By Francisco Alvarado, FloridaBulldog.com
Miami-Dade property owners will find it much more difficult to contest their annual property assessments under a new guideline being considered by the Value Adjustment Board, a semi-governmental agency that mediates disputes between landowners and Property Appraiser Pedro Garcia, critics of the proposal claim.
Opponents argue the change, submitted to the board by Garcia’s office, violates both state law and rules set down by the Florida Department. Their reason: The appraiser’s office would no longer have to present evidence to back up how it arrived at a particular property’s assessed value. The higher the assessment the more taxes an individual or company has to pay even when the tax rate remains flat.
“It’s very important for taxpayers to have a process that protects their rights,” said Sheila Anderson, a Realtor who also specializes in property-tax appeals across the state. “If the property appraiser is allowed to write the rules, it tilts the scale in its favor. And it doesn’t comply with state law.”
Rafael Millares, the recently appointed general counsel for the Value Adjustment Board, or VAB, told Florida Bulldog that he is evaluating Garcia’s proposed rule change, as well as opinions submitted by attorneys who represent property owners before the board. Millares said he will likely issue his opinion on the matter after the New Year.
“I am new here so I have been doing a lot of research and going over what was left over from the previous VAB counsel,” he said. “So it is going to take a while. My plan is to produce a memo that conforms to the law.”
Lazaro Solis, Miami-Dade’s deputy property appraiser, dismissed critics’ concerns. “We are not doing anything that we believe is legally incorrect, unfair or unjust to a property owner,” Solis told the Bulldog. “Our attorneys say we are within our rights [to propose the change]. We don’t believe that this negatively impacts property owners in any way.”
In order to figure out each property owner’s annual tax bill, the property appraisers in every Florida county are bound by law to assess the market value of every parcel.

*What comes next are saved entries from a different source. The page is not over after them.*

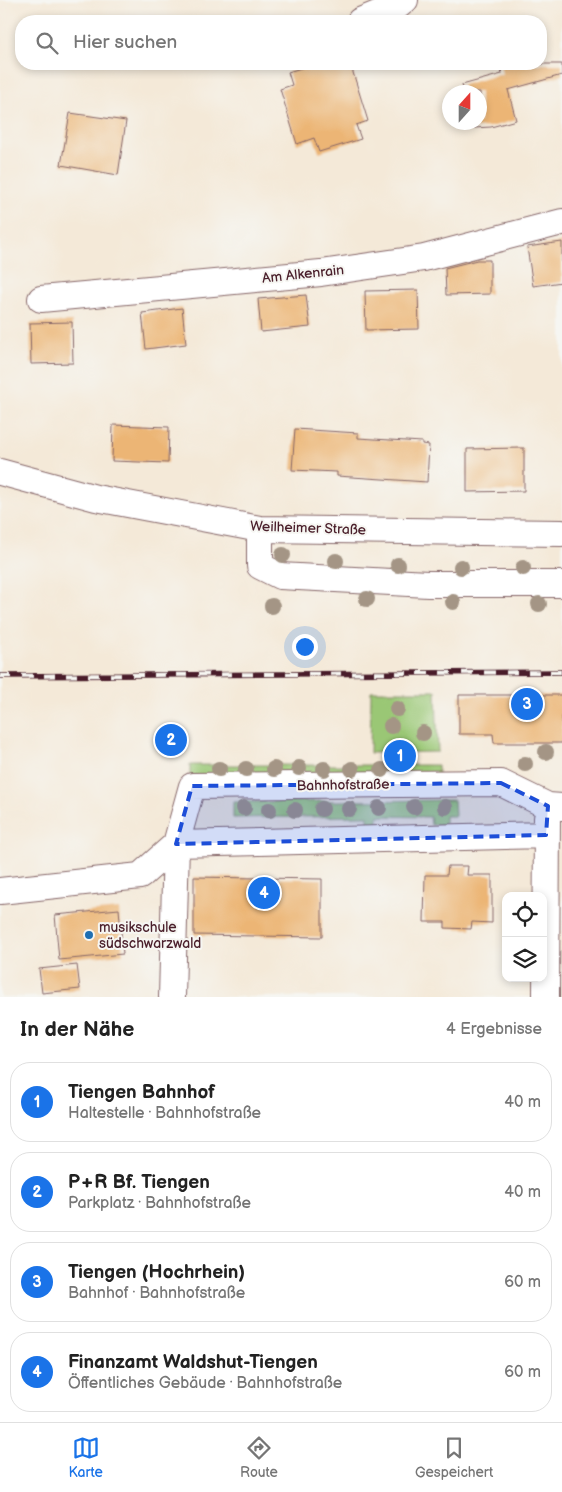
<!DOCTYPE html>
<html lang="de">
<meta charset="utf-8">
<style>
body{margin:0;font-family:"Balsamiq Sans",sans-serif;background:#f6f6f6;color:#222}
.controls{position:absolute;right:15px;bottom:15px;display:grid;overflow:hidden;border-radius:10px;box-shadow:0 2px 8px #0003}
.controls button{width:45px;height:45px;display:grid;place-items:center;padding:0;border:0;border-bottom:1px solid #e0e0e0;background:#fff;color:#222;font:25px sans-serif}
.compass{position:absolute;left:442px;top:85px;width:45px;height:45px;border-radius:50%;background:#fff;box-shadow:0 2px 8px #0003;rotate:21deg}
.you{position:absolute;left:304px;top:646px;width:18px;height:18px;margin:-12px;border:4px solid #fff;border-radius:50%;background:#1a73e8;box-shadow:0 0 0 8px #1a73e833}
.badge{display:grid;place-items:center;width:32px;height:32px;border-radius:50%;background:#1a73e8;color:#fff;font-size:16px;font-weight:700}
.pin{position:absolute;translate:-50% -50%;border:2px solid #fff;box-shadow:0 1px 5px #0006}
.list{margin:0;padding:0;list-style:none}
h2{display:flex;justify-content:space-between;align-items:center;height:65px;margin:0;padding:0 20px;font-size:21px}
h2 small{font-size:16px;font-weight:400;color:#767676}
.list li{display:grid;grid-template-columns:32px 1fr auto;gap:15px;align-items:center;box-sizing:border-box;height:80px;margin:0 10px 10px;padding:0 10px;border:1px solid #e0e0e0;border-radius:20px}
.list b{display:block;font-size:19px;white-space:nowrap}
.list p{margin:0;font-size:16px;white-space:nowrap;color:#767676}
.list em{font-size:16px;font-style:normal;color:#767676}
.icon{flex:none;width:28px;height:28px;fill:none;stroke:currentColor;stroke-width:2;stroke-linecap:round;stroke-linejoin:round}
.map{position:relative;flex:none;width:562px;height:997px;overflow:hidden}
.search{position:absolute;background:#fff;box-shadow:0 2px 8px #0003;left:15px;right:15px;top:15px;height:55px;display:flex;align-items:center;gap:12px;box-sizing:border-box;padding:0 18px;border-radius:20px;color:#767676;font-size:19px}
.sheet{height:425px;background:#fff}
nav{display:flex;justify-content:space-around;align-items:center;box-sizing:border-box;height:70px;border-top:1px solid #e0e0e0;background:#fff;font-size:14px;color:#767676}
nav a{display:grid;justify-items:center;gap:2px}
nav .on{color:#1a73e8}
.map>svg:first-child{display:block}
.green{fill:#9ac775;stroke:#727350}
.building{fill:#ecb574}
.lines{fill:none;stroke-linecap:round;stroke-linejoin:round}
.minor-casing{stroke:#866668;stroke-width:28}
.minor{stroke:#fff;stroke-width:26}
.rail-casing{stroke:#4a1f2b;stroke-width:5.5}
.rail{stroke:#f6f6f2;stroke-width:4;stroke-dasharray:11;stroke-linecap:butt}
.tree{fill:#a49585}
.marked{fill:#1d4ed8;fill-opacity:0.2;stroke:#1d4ed8;stroke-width:4;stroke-dasharray:10 6;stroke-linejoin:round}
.poi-dot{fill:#1f6fb2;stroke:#f6f6f2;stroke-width:2}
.labels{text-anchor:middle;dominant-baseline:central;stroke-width:4;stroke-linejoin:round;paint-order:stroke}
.street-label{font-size:14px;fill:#4a1f2b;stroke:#f6f6f2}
.poi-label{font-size:14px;fill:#4a1f2b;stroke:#f6f6f2;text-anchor:start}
</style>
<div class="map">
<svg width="562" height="997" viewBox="0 0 562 997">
<rect width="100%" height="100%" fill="#f6f6f2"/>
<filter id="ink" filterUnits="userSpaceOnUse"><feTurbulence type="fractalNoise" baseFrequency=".02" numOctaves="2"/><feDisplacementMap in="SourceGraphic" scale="10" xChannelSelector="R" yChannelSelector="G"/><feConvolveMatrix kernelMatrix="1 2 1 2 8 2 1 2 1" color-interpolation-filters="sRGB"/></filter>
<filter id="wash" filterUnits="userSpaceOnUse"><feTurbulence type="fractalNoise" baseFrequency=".0096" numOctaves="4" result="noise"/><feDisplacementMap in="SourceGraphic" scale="20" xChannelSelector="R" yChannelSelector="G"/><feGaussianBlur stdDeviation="1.12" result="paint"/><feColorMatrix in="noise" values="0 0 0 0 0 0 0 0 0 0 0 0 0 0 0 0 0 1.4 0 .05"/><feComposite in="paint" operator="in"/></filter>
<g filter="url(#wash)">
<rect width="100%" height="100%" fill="#f4e9d8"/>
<path class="green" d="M 371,691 L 436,691 L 438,752 L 370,753 Z
M 190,765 L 438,765 L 438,776 L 190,776 Z
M 454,800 L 455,816 L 445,816 L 445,824 L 431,825 L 430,817 L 378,816 L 378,828 L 368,828 L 368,816 L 233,818 L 233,802 Z"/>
<g id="blocks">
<path class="building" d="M 314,64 L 337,64 L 339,70 L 351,66 L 368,121 L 356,125 L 361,139 L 319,152 L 314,138 L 297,144 L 280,89 L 292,85 L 288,72 Z
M 500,64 L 562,64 L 562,75 L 508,90 L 516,120 L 491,127 L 474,128 L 472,122 L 480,122 L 480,92 L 464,92 L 462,85 L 502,74 Z
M 70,113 L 126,121 L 118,175 L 61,165 Z
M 562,242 L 562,282 L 533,286 L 527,247 Z
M 477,260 L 490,260 L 490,294 L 446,295 L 445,268 Z
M 418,290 L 419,329 L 366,330 L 365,291 Z
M 306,295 L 310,327 L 261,332 L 258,299 Z
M 182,308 L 186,344 L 146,349 L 142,313 Z
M 72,322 L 73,363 L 31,364 L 30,323 Z
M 113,425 L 169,427 L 168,463 L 112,461 Z
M 295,429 L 358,433 L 358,438 L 422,442 L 422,444 L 429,445 L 427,482 L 337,476 L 337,472 L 292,470 Z
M 524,448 L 524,491 L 467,492 L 467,449 Z
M 459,695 L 562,695 L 562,743 L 494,743 L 493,734 L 459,734 Z
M 448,866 L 468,866 L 467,875 L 492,875 L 492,923 L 472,922 L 471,929 L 445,928 L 445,922 L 424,922 L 425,875 L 447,875 Z
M 194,877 L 322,879 L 322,937 L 194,935 Z
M 119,909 L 123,954 L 59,960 L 55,915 Z
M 77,965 L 80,989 L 42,993 L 39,969 Z"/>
</g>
</g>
<g filter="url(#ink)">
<use href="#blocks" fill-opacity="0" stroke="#866668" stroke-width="1"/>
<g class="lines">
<g class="minor-casing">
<path id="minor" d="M 360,21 L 399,5 L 405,0
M 41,299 L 321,273 L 424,258 L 562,222
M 0,472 L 96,498 L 260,529 L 562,533
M 260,529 L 260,566 L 280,576 L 428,584 L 562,584
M 176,844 L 546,835
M 0,891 L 140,876 L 176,844 L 192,786 L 501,783 L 548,806 L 562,807
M 172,997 L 176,844
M 546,997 L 547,818"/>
</g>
<use href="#minor" class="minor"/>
<g class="rail-casing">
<path id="rail" d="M 0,676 L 562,672"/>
</g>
<use href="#rail" class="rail"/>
</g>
<g class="tree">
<circle cx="283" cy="555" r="8"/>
<circle cx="336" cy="561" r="8"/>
<circle cx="398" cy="565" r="8"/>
<circle cx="461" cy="567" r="8"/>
<circle cx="523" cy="568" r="8"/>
<circle cx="367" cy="599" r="8"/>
<circle cx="453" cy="602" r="8"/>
<circle cx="539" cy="604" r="8"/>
<circle cx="272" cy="606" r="8"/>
<circle cx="397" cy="709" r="8"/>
<circle cx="391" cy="726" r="8"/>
<circle cx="423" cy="733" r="8"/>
<circle cx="546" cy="752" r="8"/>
<circle cx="525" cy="764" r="8"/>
<circle cx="299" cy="768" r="8"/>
<circle cx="219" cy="769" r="8"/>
<circle cx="246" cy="769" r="8"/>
<circle cx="274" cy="769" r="8"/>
<circle cx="324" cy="769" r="8"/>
<circle cx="352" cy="769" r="8"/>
<circle cx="382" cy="770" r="8"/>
<circle cx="414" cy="807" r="8"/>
<circle cx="445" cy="807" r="8"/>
<circle cx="244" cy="808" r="8"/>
<circle cx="379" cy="808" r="8"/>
<circle cx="322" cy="809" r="8"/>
<circle cx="349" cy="809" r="8"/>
<circle cx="269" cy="810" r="8"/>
<circle cx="295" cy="810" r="8"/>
</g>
</g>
<path class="marked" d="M 501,783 L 548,806 L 546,835 L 176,844 L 192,786 Z"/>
<circle class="poi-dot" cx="89" cy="935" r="5"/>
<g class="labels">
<g class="street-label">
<text transform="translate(303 274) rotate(-6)">Am Alkenrain</text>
<text transform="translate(308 528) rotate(2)">Weilheimer Straße</text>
<text transform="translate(343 785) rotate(-1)">Bahnhofstraße</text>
</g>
<g class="poi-label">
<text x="99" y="927">musikschule<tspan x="99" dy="16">südschwarzwald</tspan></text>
</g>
</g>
</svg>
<div class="controls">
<button><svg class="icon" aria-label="locate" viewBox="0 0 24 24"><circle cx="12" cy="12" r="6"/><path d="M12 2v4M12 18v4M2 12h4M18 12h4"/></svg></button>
<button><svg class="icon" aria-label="layers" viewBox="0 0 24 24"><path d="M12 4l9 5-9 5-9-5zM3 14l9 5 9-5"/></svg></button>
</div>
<svg class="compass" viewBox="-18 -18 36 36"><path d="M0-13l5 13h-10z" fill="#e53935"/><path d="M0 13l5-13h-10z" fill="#767676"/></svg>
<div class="you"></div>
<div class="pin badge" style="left:400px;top:756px">1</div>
<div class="pin badge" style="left:171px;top:740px">2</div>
<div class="pin badge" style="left:527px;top:704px">3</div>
<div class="pin badge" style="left:264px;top:893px">4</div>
<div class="search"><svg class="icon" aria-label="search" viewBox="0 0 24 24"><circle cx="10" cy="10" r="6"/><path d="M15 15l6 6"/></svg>Hier suchen</div>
</div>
<section class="sheet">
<h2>In der Nähe<small>4 Ergebnisse</small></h2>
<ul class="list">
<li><span class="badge">1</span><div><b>Tiengen Bahnhof</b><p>Haltestelle · Bahnhofstraße</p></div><em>40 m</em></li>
<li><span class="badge">2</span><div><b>P+R Bf. Tiengen</b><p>Parkplatz · Bahnhofstraße</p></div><em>40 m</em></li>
<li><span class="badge">3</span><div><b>Tiengen (Hochrhein)</b><p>Bahnhof · Bahnhofstraße</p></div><em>60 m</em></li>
<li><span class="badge">4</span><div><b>Finanzamt Waldshut-Tiengen</b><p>Öffentliches Gebäude · Bahnhofstraße</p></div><em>60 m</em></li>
</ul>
</section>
<nav>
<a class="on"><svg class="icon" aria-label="map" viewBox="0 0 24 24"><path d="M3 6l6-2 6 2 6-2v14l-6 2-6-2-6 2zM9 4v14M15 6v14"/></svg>Karte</a>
<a><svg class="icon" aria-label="directions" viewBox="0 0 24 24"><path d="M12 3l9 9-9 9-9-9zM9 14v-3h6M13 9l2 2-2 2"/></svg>Route</a>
<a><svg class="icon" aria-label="saved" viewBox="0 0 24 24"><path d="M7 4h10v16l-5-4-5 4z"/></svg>Gespeichert</a>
</nav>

An owner who believes a property has been given a higher value than it is worth can appeal directly to appraiser or skip right to the VAB.
Over the last two months, Anderson and real estate tax attorneys have been lobbying Millares to reject the property appraiser’s assertion that it only has to submit a property record card, which contains general information about a parcel such as sales history and appraisal values, and provide general comments about its assessment techniques.
State law violation?
In a Nov. 22 letter to Millares, Miami lawyer Jeffrey Mandler argued the property appraiser’s conclusion violates state law and administrative rules as well as Florida Department of Revenue guidelines and the statewide uniform 2016 VAB training manual. “Since 2009, the property appraiser had to provide written evidence demonstrating how it utilized and relied on income and sales and how it arrived at its value conclusion for the specific property,” Mandler wrote. “This would include the actual income analysis for the property and the sales it relied upon to assess the subject property.”
Mandler, who did not return two phone messages and an email seeking comment, claimed the property appraiser’s office now wants authorization to submit only “cursory” evidence to establish a “presumption of correctness” in arriving at a property’s market value. “This change is both detrimental to taxpayers and fundamentally unfair,” Mandler wrote.
In a Dec. 6 response to Mandler’s letter, Jorge Martinez-Esteve, a Miami-Dade County assistant attorney representing the property appraiser, disputed the real estate tax lawyer’s assertions. Martinez-Esteve said Garcia is only asking that Millares follow a guideline that his two previous predecessors accepted as sufficient for defending against owners appealing assessments.
“At any VAB hearing, the property appraiser’s office is only required to introduce evidence regarding the mass appraisal techniques used by the property appraiser’s office to arrive at the assessment,” Martinez-Esteve wrote. “The property appraiser is not required to introduce any evidence regarding the single appraisal of the subject property.”
Since Miami-Dade has more than a million properties, conducting single appraisals for every parcel would be impractical, Solis told the Bullldog. So the property appraiser’s office conducts mass appraisals, a process of valuing a group of properties through a mathematical analysis of market data, to determine a specific parcel’s fair market value, Solis said.
He added the property appraiser is not looking to make property owners pay more in property taxes. “If a reduction is warranted when we are reviewing a case, we offer it,” he said. “We are always looking out for the property owner. We don’t have a reason to go against them unless we believe the assessment is correct.”
Nevertheless, Anderson said the property appraiser is making it harder for owners to appeal assessments by pushing Millares to adopt its request. “Miami-Dade is a big place so they will make mistakes,” she said. “Now they want to come into a VAB hearing, wave a piece of paper in the air and claim they did everything correctly. That’s not showing evidence. It is empty rhetoric.”